> _EXERCISE PROMPT_:
Below are records to repeat exactly. Omit the pictures from the copy.

> _Collected data_:
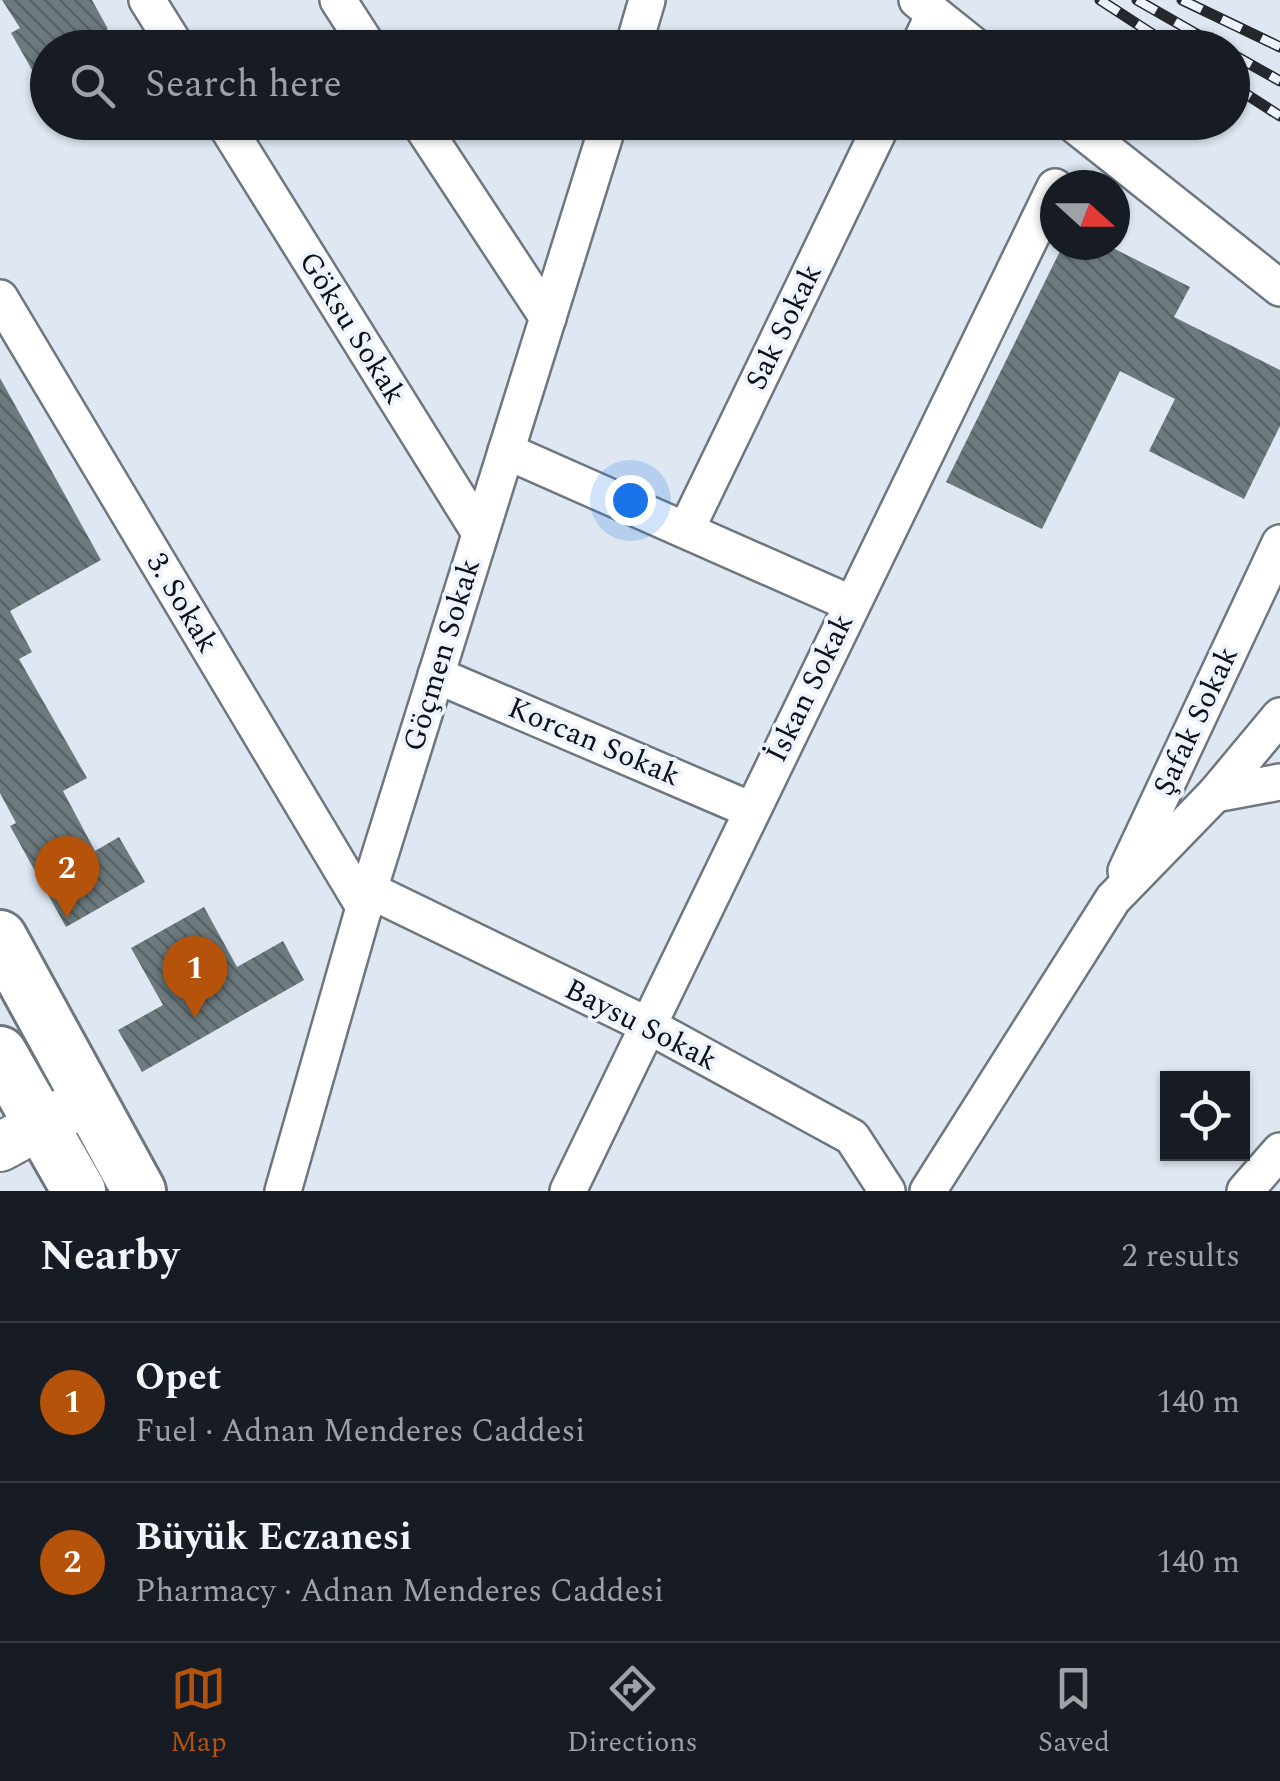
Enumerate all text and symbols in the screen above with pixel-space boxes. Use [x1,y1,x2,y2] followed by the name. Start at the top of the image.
[30,30,1250,140] search box
[145,56,342,114] text: Search here
[65,58,120,113] icon: search
[1040,170,1130,260] north arrow
[287,242,417,414] street label: Göksu Sokak
[734,256,834,398] street label: Sak Sokak
[605,475,656,526] your location
[134,544,230,662] street label: 3. Sokak
[391,553,493,757] street label: Göçmen Sokak
[754,606,866,770] street label: İskan Sokak
[1141,639,1251,803] street label: Şafak Sokak
[501,685,687,799] street label: Korcan Sokak
[34,836,100,918] pin: 2
[162,936,228,1018] pin: 1
[557,967,725,1083] street label: Baysu Sokak
[1160,1071,1250,1161] map controls
[1160,1071,1250,1161] button: locate
[40,1225,179,1288] text: Nearby
[1121,1232,1240,1281] text: 2 results
[135,1349,221,1407] text: Opet
[64,1378,81,1427] text: 1
[1156,1378,1240,1427] text: 140 m
[135,1407,585,1456] text: Fuel · Adnan Menderes Caddesi
[135,1509,412,1567] text: Büyük Eczanesi
[64,1538,81,1587] text: 2
[1156,1538,1240,1587] text: 140 m
[135,1567,664,1616] text: Pharmacy · Adnan Menderes Caddesi
[170,1661,227,1764] tab: Map
[567,1661,698,1764] tab: Directions
[1038,1661,1110,1764] tab: Saved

> _SOLUTION TO THIS EXERCISE_:
Enumerate all text and symbols in the screen above with pixel-space boxes. Use [x1,y1,x2,y2] followed by the name. Start at the top of the image.
[30,30,1250,140] search box
[145,56,342,114] text: Search here
[65,58,120,113] icon: search
[1040,170,1130,260] north arrow
[287,242,417,414] street label: Göksu Sokak
[734,256,834,398] street label: Sak Sokak
[605,475,656,526] your location
[134,544,230,662] street label: 3. Sokak
[391,553,493,757] street label: Göçmen Sokak
[754,606,866,770] street label: İskan Sokak
[1141,639,1251,803] street label: Şafak Sokak
[501,685,687,799] street label: Korcan Sokak
[34,836,100,918] pin: 2
[162,936,228,1018] pin: 1
[557,967,725,1083] street label: Baysu Sokak
[1160,1071,1250,1161] map controls
[1160,1071,1250,1161] button: locate
[40,1225,179,1288] text: Nearby
[1121,1232,1240,1281] text: 2 results
[135,1349,221,1407] text: Opet
[64,1378,81,1427] text: 1
[1156,1378,1240,1427] text: 140 m
[135,1407,585,1456] text: Fuel · Adnan Menderes Caddesi
[135,1509,412,1567] text: Büyük Eczanesi
[64,1538,81,1587] text: 2
[1156,1538,1240,1587] text: 140 m
[135,1567,664,1616] text: Pharmacy · Adnan Menderes Caddesi
[170,1661,227,1764] tab: Map
[567,1661,698,1764] tab: Directions
[1038,1661,1110,1764] tab: Saved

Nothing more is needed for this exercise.